:: TASK REQUIREMENTS ::
Give every line below again, exactly as it appears.

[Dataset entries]
↓
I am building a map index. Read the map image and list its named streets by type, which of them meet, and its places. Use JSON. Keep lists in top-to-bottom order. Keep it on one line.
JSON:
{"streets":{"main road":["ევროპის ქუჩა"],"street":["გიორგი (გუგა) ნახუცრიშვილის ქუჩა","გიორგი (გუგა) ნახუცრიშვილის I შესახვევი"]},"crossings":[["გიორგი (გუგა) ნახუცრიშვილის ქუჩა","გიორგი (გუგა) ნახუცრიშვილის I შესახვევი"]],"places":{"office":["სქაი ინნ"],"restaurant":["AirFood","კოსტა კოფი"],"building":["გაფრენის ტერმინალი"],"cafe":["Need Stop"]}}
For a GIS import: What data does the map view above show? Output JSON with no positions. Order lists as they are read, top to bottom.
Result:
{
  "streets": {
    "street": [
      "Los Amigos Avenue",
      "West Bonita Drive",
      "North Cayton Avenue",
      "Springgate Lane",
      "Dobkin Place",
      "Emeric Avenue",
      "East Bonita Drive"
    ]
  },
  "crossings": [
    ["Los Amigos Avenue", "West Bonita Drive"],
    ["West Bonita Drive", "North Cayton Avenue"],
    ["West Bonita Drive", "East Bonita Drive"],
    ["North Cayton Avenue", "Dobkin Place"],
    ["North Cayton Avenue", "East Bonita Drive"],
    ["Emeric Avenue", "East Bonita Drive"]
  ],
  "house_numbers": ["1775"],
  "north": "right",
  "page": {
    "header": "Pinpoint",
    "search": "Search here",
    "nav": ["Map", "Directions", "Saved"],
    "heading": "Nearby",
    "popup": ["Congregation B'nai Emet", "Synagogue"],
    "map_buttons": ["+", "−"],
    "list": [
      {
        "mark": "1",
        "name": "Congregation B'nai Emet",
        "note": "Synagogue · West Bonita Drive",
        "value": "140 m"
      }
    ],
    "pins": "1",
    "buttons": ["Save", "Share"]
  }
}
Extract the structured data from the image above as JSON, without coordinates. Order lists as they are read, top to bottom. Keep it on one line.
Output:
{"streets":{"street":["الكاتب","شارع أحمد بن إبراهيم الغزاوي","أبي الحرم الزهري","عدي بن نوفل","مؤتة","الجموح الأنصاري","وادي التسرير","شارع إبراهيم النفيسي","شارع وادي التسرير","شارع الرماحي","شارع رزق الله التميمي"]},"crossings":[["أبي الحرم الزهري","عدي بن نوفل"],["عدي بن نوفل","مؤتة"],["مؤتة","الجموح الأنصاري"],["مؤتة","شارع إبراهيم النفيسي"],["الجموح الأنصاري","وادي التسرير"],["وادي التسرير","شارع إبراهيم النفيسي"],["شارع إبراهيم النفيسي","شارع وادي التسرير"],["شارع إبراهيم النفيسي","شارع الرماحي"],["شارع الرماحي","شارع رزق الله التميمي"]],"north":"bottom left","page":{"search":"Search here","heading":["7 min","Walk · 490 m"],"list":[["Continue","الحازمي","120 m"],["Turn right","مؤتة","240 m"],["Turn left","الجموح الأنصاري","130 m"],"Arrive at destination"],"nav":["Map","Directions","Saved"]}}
↑
:: RESPONSE AREA ::
I am building a map index. Read the map image and list its named streets by type, which of them meet, and its places. Use JSON. Keep lists in top-to-bottom order. Keep it on one line.
JSON:
{"streets":{"main road":["ევროპის ქუჩა"],"street":["გიორგი (გუგა) ნახუცრიშვილის ქუჩა","გიორგი (გუგა) ნახუცრიშვილის I შესახვევი"]},"crossings":[["გიორგი (გუგა) ნახუცრიშვილის ქუჩა","გიორგი (გუგა) ნახუცრიშვილის I შესახვევი"]],"places":{"office":["სქაი ინნ"],"restaurant":["AirFood","კოსტა კოფი"],"building":["გაფრენის ტერმინალი"],"cafe":["Need Stop"]}}
For a GIS import: What data does the map view above show? Output JSON with no positions. Order lists as they are read, top to bottom.
Result:
{
  "streets": {
    "street": [
      "Los Amigos Avenue",
      "West Bonita Drive",
      "North Cayton Avenue",
      "Springgate Lane",
      "Dobkin Place",
      "Emeric Avenue",
      "East Bonita Drive"
    ]
  },
  "crossings": [
    ["Los Amigos Avenue", "West Bonita Drive"],
    ["West Bonita Drive", "North Cayton Avenue"],
    ["West Bonita Drive", "East Bonita Drive"],
    ["North Cayton Avenue", "Dobkin Place"],
    ["North Cayton Avenue", "East Bonita Drive"],
    ["Emeric Avenue", "East Bonita Drive"]
  ],
  "house_numbers": ["1775"],
  "north": "right",
  "page": {
    "header": "Pinpoint",
    "search": "Search here",
    "nav": ["Map", "Directions", "Saved"],
    "heading": "Nearby",
    "popup": ["Congregation B'nai Emet", "Synagogue"],
    "map_buttons": ["+", "−"],
    "list": [
      {
        "mark": "1",
        "name": "Congregation B'nai Emet",
        "note": "Synagogue · West Bonita Drive",
        "value": "140 m"
      }
    ],
    "pins": "1",
    "buttons": ["Save", "Share"]
  }
}
Extract the structured data from the image above as JSON, without coordinates. Order lists as they are read, top to bottom. Keep it on one line.
Output:
{"streets":{"street":["الكاتب","شارع أحمد بن إبراهيم الغزاوي","أبي الحرم الزهري","عدي بن نوفل","مؤتة","الجموح الأنصاري","وادي التسرير","شارع إبراهيم النفيسي","شارع وادي التسرير","شارع الرماحي","شارع رزق الله التميمي"]},"crossings":[["أبي الحرم الزهري","عدي بن نوفل"],["عدي بن نوفل","مؤتة"],["مؤتة","الجموح الأنصاري"],["مؤتة","شارع إبراهيم النفيسي"],["الجموح الأنصاري","وادي التسرير"],["وادي التسرير","شارع إبراهيم النفيسي"],["شارع إبراهيم النفيسي","شارع وادي التسرير"],["شارع إبراهيم النفيسي","شارع الرماحي"],["شارع الرماحي","شارع رزق الله التميمي"]],"north":"bottom left","page":{"search":"Search here","heading":["7 min","Walk · 490 m"],"list":[["Continue","الحازمي","120 m"],["Turn right","مؤتة","240 m"],["Turn left","الجموح الأنصاري","130 m"],"Arrive at destination"],"nav":["Map","Directions","Saved"]}}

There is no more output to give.